The Fischer's chose the beautiful Red Mountain Resort & Spa in southern Utah to relax and prepare for this monumental undertaking preceding the performances at Dixie State College in St. George. However, Fischer is also an athlete - a man with abounding energy and, as such, joined with Outdoor Utah staff and Zion Rock & Mountain Guides in a canyoneering adventure near majestic Zion National Park one sunny afternoon prior to his concert that evening.
Growing up in Switzerland, the Fischer's are hikers, skiers, fit and athletic. But they have never been on a rope. Rappelling off a cliff face for the first time will get anybody's attention, regardless of their physical and mental prowess. Apprehensive, yet excited Thierry and Catherine, joined by Utah Symphony Chief Operating Officer Dave Green and St. George CVB executive Kevin Lewis, meet up with Zion Rock guides Greg and Zach and head up the spectacular drive toward the Kolob Terrace section of Zion National Park. Just outside the park they arrive at the trailhead of Lamb's Knoll, aka Snake Alley. Due to Maestro Fischer's need to prepare for this evening's performance, we have a limited amount of time to assemble gear, harness up, instruct the anxious first-timers, hike up, descend two drops, negotiate a tight slot and hike out. Dean Woods, owner of Zion Rock & Mountain Guides, has suggested this route for its relatively short distance and moderate difficulty rating.

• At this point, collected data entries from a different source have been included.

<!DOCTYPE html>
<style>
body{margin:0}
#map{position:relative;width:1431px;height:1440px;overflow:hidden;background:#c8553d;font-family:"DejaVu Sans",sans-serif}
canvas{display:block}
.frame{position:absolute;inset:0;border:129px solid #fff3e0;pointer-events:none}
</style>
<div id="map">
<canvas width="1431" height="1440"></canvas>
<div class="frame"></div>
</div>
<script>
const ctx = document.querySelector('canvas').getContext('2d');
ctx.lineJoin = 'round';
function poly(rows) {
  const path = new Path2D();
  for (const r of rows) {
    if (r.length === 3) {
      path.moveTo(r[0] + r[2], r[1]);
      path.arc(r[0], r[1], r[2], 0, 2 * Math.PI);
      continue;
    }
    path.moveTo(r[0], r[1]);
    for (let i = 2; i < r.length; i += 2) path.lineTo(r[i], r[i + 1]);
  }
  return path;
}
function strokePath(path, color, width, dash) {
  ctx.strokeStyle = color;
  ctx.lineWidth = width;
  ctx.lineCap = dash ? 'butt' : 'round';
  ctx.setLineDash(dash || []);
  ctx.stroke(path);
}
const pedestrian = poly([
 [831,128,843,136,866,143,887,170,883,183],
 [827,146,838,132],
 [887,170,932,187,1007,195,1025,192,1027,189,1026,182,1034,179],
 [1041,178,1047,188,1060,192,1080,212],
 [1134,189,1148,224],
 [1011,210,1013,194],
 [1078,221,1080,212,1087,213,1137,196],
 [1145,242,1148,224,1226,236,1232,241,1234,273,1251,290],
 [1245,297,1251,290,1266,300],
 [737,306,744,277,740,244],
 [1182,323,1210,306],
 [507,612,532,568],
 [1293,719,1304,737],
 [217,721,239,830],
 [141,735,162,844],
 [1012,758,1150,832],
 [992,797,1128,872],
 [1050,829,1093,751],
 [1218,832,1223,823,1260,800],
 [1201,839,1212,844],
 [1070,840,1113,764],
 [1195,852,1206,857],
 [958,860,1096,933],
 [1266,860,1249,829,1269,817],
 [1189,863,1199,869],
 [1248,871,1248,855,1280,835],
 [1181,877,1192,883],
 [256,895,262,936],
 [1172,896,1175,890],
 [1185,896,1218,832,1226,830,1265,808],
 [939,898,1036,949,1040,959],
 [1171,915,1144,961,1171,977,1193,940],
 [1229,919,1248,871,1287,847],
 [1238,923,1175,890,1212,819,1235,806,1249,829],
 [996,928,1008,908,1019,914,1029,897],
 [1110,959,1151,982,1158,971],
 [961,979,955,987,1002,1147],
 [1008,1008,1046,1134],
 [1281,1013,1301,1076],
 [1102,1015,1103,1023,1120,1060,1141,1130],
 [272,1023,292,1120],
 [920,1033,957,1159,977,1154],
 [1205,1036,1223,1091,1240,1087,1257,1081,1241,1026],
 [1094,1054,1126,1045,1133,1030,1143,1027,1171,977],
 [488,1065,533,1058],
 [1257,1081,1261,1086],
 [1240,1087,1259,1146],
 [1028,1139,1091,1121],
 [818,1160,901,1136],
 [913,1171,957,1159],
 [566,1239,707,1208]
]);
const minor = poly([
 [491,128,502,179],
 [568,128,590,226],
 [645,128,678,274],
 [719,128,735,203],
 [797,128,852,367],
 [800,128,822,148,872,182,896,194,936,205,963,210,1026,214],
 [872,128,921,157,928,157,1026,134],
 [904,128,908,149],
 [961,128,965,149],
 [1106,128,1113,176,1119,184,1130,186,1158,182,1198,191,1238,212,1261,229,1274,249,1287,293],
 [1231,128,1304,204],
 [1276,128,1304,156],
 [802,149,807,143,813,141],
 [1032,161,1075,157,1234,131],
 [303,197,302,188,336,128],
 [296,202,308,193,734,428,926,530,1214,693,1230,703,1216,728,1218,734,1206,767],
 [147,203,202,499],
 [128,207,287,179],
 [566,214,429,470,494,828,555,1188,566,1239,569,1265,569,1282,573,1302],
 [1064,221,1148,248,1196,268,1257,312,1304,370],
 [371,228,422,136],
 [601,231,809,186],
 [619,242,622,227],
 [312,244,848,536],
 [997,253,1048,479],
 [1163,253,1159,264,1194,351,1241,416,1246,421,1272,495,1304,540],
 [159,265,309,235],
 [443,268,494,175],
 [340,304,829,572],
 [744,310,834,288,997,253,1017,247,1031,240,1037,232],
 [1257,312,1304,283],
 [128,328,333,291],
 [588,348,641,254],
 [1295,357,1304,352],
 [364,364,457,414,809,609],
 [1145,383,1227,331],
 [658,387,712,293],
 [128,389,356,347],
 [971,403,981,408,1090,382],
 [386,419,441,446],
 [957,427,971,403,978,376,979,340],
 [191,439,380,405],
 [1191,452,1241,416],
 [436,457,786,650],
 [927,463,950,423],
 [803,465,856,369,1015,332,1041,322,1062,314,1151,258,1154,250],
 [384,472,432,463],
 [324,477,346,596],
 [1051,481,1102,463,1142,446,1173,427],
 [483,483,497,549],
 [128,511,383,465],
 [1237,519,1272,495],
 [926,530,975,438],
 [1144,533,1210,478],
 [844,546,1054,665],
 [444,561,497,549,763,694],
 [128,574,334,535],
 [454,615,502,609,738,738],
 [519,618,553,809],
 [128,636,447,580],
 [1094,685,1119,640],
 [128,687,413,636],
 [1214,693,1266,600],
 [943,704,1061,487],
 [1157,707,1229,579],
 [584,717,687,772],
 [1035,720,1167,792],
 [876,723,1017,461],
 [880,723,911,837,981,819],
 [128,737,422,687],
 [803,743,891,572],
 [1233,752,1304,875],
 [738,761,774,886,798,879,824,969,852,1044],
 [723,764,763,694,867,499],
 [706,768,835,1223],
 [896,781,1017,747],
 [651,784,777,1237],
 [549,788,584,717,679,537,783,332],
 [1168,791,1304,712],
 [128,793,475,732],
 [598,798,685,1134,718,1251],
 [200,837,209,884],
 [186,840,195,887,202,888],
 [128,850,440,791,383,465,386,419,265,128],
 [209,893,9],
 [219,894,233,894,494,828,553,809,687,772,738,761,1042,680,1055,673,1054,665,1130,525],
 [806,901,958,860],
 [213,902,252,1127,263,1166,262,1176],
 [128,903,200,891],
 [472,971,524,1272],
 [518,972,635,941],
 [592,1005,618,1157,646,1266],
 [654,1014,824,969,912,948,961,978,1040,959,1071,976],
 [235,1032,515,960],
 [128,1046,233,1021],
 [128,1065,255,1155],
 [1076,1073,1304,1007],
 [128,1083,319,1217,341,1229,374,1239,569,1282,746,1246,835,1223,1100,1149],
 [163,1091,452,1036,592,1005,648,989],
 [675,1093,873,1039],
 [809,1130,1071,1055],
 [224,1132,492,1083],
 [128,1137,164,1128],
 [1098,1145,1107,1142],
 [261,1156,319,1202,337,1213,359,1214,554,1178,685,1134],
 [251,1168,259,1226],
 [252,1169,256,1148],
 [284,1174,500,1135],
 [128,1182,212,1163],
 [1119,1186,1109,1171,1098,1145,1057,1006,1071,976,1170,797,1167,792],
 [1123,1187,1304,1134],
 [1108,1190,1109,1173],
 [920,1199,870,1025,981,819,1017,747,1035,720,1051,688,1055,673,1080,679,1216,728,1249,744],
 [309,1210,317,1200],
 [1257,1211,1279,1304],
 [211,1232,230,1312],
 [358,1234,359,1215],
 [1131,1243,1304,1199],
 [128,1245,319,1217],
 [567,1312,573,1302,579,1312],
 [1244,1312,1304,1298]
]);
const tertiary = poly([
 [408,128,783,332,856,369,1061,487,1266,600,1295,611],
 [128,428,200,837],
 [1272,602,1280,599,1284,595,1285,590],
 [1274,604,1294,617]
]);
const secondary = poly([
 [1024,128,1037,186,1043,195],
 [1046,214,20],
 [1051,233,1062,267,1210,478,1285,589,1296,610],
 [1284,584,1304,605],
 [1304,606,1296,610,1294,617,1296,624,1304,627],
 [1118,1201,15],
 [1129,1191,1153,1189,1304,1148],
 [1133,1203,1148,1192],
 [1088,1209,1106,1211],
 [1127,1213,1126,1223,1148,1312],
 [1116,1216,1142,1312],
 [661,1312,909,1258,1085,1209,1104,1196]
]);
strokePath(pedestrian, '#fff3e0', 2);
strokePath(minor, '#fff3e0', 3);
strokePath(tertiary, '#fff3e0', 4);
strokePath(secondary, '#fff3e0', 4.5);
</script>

Yet all slot canyons are difficult, comparatively, and even more so to those who have never experienced one. Catherine is silent, particularly nervous, but a game trouper. The hike up is beautiful this southern Utah fall day, crisp air, azure sky, autumn colored foliage along the way. We arrive at the top, secure ropes, check rappel devices and prepare for the first drop, alternating experienced canyoneers with beginners. This is a great initial rap for first-timers. Not too long, straightforward entry, no overhang, bottom in sight.
Thierry's drop is clean. He's a natural! Catherine, once over the edge and dropping, gains confidence. When on the canyon floor, they both exude the excitement of two energetic, competent athletes. The second drop around the corner is more difficult, but now they're pros. We complete the drop into a cavern and Catherine asks "Where do we go from here?" I point to a narrow, sinuous slot that appears from our vantage point to be no more than 10 -12 inches wide. "Where?" she exclaims! "How do we get through there?" In reality, it's wider than it appears, probably all of 18 inches. Although we all manage to scrape a few sandstone abrasions on packs, shirts and hiking pants, we all emerge unscathed out the slot and hike out to a welcome picnic lunch in Zion National Park's spectacular backyard.
Completely energized from the day's adventure, that evening Thierry conducts the Utah Symphony in a masterful performance of two great Beethoven symphonies to an enthusiastic and appreciative audience. The culmination of a perfect Utah adventure/culture experience brought forth by Thierry Fischer. The man, the athlete, the Maestro.